Lavertujon ne croit pas possible une religion individuelle ; ce qu'il faut à une société, c'est posséder en commun
des vérités dont nul ne doute et qui, par là, procurent à tous le contentement et la paix :
«Un ensemble de vérités qu'on a cessé de contester, qui ne se discutent plus et dont le nombre, à mesure qu'il
augmente, étend et garantit davantage la sécurité et le bonheur des hommes, voilà la religion. C'est la dernière
des misères intellectuelles de faire de ce mot admirable un jouet pour les esthètes sans occupation, un tremplin
pour les dilettantes de l'anarchisme mental et moral. Ce n'est pas de disputes que nous avons besoin, mais de
convictions unanimes telles que les souhaitait le noble Spinoza. Toute divergence d'opinion qui s'efface est pour
la religion un accroissement. Son progrès consiste en l'accord acquis sur des points chaque jour multipliés, car
la profonde parole : «L'homme devient de plus en plus religieux», n'a pas, je suppose, d'autre sens.

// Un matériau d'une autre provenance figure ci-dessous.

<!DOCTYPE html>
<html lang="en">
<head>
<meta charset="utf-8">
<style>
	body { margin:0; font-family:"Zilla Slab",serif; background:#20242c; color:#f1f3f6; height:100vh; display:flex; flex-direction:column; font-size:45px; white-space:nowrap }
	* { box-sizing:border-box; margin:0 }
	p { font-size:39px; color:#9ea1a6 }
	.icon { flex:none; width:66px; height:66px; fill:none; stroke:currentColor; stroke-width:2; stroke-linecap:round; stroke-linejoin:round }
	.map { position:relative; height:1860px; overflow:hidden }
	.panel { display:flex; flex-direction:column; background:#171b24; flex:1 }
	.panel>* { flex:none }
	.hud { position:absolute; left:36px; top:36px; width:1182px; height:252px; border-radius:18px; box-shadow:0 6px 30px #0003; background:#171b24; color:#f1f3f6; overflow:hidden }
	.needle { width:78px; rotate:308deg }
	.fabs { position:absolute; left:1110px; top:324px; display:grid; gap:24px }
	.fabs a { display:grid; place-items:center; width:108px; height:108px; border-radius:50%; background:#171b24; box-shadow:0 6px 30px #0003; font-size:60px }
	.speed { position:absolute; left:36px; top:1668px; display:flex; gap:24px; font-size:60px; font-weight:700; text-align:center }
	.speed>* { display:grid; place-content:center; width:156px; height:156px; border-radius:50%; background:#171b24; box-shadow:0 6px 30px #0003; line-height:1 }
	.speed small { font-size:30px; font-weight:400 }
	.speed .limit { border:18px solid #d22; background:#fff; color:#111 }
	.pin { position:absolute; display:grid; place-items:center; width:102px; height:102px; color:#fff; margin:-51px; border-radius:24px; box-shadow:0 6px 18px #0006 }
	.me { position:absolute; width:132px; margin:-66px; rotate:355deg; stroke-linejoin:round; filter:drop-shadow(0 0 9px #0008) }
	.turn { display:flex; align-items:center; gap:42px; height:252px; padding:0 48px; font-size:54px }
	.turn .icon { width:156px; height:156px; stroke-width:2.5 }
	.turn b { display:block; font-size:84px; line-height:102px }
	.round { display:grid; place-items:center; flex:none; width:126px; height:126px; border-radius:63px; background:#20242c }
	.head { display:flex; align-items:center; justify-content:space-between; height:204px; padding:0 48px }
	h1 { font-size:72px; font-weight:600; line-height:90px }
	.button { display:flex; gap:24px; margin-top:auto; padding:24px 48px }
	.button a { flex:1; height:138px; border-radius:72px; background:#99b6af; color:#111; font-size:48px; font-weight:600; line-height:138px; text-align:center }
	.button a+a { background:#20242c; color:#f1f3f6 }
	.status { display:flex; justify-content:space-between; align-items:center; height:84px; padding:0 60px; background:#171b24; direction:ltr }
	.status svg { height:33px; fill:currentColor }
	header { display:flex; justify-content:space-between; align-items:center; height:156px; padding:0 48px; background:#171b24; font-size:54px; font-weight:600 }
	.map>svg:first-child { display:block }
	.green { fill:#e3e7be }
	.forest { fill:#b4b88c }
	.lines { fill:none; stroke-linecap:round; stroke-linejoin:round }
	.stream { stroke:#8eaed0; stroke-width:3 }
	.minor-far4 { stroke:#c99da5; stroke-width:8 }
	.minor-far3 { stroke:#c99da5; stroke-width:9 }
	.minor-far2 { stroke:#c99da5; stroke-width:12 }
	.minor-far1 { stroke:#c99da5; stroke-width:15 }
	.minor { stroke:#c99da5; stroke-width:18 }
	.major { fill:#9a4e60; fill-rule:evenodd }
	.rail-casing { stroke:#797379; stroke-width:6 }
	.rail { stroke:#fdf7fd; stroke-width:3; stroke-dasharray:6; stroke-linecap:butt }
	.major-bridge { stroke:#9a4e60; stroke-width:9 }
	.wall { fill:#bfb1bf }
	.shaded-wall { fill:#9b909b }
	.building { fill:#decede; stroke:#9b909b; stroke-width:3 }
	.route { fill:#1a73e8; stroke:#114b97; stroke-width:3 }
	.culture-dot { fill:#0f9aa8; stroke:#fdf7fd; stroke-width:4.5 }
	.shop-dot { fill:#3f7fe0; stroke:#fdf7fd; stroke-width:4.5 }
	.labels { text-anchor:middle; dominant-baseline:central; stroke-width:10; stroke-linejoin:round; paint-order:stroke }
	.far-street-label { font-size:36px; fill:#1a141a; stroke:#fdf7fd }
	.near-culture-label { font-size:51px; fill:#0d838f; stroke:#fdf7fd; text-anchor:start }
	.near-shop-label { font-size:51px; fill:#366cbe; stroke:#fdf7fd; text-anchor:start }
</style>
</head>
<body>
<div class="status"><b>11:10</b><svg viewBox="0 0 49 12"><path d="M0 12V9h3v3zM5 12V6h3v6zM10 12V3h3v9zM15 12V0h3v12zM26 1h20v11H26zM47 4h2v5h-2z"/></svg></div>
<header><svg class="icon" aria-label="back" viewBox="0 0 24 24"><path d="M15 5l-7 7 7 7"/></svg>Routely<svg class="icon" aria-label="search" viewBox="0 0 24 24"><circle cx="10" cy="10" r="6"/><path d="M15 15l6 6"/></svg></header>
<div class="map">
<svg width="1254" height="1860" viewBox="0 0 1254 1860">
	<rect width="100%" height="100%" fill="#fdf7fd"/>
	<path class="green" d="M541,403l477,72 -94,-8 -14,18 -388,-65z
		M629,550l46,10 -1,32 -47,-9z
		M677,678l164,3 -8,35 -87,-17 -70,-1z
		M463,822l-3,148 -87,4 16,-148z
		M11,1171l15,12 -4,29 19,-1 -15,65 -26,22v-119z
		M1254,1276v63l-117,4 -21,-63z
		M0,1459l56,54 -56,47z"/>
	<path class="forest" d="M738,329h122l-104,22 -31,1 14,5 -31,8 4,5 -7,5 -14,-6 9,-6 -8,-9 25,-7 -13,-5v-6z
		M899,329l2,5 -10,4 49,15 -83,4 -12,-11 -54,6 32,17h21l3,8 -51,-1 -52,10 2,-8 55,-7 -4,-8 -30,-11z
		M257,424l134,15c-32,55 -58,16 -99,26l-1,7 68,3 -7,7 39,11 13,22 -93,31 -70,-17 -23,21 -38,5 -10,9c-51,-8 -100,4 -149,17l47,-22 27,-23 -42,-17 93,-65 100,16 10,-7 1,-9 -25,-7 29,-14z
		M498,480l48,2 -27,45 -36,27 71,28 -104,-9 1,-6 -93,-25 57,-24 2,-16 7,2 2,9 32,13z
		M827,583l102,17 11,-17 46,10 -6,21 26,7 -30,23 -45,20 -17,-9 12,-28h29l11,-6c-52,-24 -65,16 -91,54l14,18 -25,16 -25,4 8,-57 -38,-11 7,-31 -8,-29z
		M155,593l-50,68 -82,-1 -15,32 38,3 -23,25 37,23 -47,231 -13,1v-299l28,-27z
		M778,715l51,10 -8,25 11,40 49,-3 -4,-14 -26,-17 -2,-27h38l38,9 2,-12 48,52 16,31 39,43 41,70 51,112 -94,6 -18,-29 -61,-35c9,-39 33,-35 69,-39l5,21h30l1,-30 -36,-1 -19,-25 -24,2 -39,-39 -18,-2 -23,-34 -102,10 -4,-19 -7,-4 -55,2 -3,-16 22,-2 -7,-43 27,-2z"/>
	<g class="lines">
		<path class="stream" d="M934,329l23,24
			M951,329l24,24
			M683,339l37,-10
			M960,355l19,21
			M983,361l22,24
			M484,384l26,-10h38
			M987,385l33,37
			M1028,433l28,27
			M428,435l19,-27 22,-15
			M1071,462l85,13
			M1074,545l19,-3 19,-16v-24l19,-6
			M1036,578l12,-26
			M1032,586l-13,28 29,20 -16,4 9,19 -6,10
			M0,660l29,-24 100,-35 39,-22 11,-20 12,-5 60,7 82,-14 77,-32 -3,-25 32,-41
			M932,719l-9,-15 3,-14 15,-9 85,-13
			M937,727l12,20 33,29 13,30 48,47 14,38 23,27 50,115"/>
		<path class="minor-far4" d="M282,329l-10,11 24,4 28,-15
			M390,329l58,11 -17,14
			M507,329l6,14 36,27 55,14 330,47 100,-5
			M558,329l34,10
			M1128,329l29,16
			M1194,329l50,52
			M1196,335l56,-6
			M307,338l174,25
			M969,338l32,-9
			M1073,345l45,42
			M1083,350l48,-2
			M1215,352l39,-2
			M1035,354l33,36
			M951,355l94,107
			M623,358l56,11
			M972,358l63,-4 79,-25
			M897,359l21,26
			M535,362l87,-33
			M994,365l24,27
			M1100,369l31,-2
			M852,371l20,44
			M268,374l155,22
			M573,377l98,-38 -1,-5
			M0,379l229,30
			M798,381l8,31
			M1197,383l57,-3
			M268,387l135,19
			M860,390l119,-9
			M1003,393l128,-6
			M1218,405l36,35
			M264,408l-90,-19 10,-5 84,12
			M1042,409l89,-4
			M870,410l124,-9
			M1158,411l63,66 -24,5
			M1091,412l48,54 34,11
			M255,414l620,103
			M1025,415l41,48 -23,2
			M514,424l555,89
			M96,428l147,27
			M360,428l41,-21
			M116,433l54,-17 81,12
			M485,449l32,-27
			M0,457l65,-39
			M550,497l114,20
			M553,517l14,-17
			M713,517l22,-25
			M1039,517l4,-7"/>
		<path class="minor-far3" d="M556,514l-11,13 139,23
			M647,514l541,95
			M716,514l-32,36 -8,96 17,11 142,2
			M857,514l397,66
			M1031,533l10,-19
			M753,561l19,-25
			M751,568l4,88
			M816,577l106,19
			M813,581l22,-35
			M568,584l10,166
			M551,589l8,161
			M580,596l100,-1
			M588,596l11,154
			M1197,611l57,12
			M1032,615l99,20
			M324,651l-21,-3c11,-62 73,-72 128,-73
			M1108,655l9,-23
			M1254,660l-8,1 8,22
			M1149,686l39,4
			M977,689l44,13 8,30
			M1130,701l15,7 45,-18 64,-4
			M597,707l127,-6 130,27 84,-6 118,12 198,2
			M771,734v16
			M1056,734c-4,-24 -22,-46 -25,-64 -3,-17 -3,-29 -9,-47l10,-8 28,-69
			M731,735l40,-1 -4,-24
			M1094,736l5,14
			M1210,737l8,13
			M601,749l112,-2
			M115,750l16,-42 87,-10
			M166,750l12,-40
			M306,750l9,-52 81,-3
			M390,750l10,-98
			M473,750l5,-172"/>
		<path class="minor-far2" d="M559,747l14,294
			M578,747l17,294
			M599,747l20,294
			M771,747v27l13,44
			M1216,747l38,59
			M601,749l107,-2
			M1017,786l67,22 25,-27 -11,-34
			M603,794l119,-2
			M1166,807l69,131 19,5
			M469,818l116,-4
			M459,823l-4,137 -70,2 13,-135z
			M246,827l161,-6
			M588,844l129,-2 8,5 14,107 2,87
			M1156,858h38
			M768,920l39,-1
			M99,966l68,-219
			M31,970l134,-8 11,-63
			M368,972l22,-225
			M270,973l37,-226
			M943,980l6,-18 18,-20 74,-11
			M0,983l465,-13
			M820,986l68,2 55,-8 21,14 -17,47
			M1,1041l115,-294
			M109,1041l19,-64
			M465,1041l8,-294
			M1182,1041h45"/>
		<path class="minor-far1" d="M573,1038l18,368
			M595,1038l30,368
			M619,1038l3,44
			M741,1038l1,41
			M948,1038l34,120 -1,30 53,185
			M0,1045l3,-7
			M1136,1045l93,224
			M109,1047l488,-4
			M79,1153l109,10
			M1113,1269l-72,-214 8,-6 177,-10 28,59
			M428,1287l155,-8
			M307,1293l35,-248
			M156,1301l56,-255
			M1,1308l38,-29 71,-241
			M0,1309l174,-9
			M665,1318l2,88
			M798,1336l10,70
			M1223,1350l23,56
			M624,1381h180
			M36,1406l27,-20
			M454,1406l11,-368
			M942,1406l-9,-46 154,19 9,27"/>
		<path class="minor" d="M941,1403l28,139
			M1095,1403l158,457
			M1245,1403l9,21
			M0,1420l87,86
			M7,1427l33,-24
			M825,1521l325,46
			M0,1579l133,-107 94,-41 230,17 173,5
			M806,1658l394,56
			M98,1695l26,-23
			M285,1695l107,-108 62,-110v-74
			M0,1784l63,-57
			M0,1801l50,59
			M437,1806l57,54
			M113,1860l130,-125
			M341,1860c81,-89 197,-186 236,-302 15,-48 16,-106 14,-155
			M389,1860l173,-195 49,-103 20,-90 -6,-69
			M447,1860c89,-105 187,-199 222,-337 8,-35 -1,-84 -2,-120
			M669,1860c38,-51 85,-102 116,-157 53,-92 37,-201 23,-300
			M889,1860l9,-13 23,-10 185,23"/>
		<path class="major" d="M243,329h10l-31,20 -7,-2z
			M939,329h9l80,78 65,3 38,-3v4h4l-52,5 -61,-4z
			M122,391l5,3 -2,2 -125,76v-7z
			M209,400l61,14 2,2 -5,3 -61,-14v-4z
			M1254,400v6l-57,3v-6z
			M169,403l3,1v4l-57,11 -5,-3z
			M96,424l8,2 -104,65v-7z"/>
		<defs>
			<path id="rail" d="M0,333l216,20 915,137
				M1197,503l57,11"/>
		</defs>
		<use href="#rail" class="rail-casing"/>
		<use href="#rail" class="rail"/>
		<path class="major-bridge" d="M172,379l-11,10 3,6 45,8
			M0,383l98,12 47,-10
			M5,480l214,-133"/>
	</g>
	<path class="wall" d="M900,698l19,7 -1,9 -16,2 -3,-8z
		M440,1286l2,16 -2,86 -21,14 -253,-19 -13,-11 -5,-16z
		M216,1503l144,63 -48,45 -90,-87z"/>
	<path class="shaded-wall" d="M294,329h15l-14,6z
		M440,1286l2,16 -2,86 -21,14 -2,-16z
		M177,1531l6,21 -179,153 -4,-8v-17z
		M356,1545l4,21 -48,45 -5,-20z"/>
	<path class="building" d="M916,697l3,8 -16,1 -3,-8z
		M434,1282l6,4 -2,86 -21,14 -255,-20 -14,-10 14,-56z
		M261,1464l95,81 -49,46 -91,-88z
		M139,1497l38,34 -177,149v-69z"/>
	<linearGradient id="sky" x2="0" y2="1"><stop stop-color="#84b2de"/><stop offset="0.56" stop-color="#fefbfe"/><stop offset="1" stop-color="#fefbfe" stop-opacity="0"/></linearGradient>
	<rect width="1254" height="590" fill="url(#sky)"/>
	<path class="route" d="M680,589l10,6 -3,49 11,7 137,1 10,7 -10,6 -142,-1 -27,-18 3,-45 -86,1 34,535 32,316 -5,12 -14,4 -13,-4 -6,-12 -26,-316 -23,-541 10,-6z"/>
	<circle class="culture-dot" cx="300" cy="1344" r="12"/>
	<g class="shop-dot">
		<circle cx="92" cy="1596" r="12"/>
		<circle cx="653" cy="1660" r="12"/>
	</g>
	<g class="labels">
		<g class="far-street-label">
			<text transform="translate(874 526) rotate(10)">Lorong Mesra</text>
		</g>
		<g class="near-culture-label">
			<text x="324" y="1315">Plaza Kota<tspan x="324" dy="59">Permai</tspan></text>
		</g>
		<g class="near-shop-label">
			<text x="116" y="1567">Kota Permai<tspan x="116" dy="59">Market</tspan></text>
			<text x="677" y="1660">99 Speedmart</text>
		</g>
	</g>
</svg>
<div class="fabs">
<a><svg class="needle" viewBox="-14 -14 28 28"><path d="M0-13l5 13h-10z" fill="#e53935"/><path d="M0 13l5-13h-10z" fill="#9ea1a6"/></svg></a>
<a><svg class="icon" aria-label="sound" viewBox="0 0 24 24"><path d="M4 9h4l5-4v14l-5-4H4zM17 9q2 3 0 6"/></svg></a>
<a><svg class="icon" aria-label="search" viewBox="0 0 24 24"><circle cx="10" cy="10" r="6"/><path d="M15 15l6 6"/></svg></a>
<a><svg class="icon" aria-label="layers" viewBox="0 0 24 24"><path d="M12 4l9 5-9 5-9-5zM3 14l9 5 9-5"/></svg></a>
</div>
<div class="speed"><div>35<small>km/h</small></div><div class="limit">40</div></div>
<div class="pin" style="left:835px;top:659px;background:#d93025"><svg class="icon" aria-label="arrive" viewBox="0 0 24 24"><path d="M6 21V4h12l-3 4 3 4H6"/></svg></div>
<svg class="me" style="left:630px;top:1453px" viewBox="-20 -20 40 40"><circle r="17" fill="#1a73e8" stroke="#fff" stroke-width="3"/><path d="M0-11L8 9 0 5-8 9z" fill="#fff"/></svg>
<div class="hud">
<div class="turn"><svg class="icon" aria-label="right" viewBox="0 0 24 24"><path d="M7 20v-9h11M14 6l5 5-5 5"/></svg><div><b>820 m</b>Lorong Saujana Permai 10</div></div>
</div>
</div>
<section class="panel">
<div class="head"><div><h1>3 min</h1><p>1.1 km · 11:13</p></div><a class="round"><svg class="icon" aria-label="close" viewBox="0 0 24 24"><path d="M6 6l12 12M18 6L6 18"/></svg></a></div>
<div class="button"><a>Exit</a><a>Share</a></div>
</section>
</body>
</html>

La religion
effectivement a pour objet essentiel, sinon unique, de régler les cœurs et de rallier les âmes ; toutes les âmes,
celles des ignorants et celles des instruits ; les cœurs simples et les esprits d'élite, ceux-ci garantissant la
rationalité du dogme, ceux-là le réchauffant de leurs robustes ardeurs et de leurs naïves tendresses, afin que,
tous, nous puissions vivre dans le repos joyeux d'une solide et commune foi».
En 1902 des passages du Bellérophon insistent sur le poids du passé et la volonté de connaître l'histoire :
«Nous nous agitons, les morts nous mènent»,
«La philosophie positive est la connaissance systématique de l'humanité».
Bien que le culte de l'Humanité se rapproche de la philanthropie franc-maçonne, il ne semble pas que Lavertujon
ait été membre actif de la franc-maçonnerie. Il est d'ailleurs très critique, à la fin de sa vie, vis à vis des francs-
maçons français :
«Je puis dire que l'institution maçonnique est ce qu'il y a au monde de plus contraire à l'esprit positif :
et cela sous des formes infiniment plus surannées et risibles que les rites catholiques, lesquels ont, au
moins, un apparat et une valeur esthétique impossibles à contester» (dans Gambetta inconnu, 1905).
André Lavertujon se montre un fidèle admirateur de Pierre Laffitte lorsque, sénateur, il demanda, afin de sortir
de l'anarchie morale de l'époque, la création d'une chaire de morale positive au Collège de France. Son projet ne
fut pas accepté mais ce fut l'occasion pour l'un de leurs adversaires politiques, mais néanmoins proche par
certains points, Charles Maurras, de porter des jugements nuancés. Pour ce dernier, les modernes disciples de
Comte étaient des «esprits profondément sérieux, méthodiques, fort soucieux de la discipline intellectuelle...
(pour eux) il est moins question de détruire la vieille foi que de la remplacer à l'aide de notions tirées de la
science réelle chez ceux qui l'ont irrévocablement condamnée». Cependant, Maurras s'oppose au projet de
Lavertujon pour deux raisons : d'une part la morale scientifique et naturelle voulue par Comte n'existe pas
encore, d'autre part la nouvelle chaire ferait double emploi avec celle de Pierre Laffitte consacrée à l'histoire
générale des sciences.
Cette affaire montre à l'évidence les liens étroits, même s'ils étaient souvent conflictuels, entre un certain nombre
d'intellectuels entre 1860 et 1914 : Pierre Laffitte, André Lavertujon, Charles Maurras, Anatole France, qui
écrivaient dans d'innombrables revues ou journaux et qui causaient beaucoup dans les salons et les cafés
parisiens.
A la suite de Taine et de Renan – et parfois contre eux ––, Laffitte et Lavertujon ont été les théoriciens et les
artisans d'une République conservatrice. Ils refusaient à la fois la réaction et la révolution. La réaction était celle
des partisans des anciens régimes monarchique ou bonapartiste, la révolution était celles des radicaux ultra-
démocratiques et des socialistes proudhoniens ou marxistes.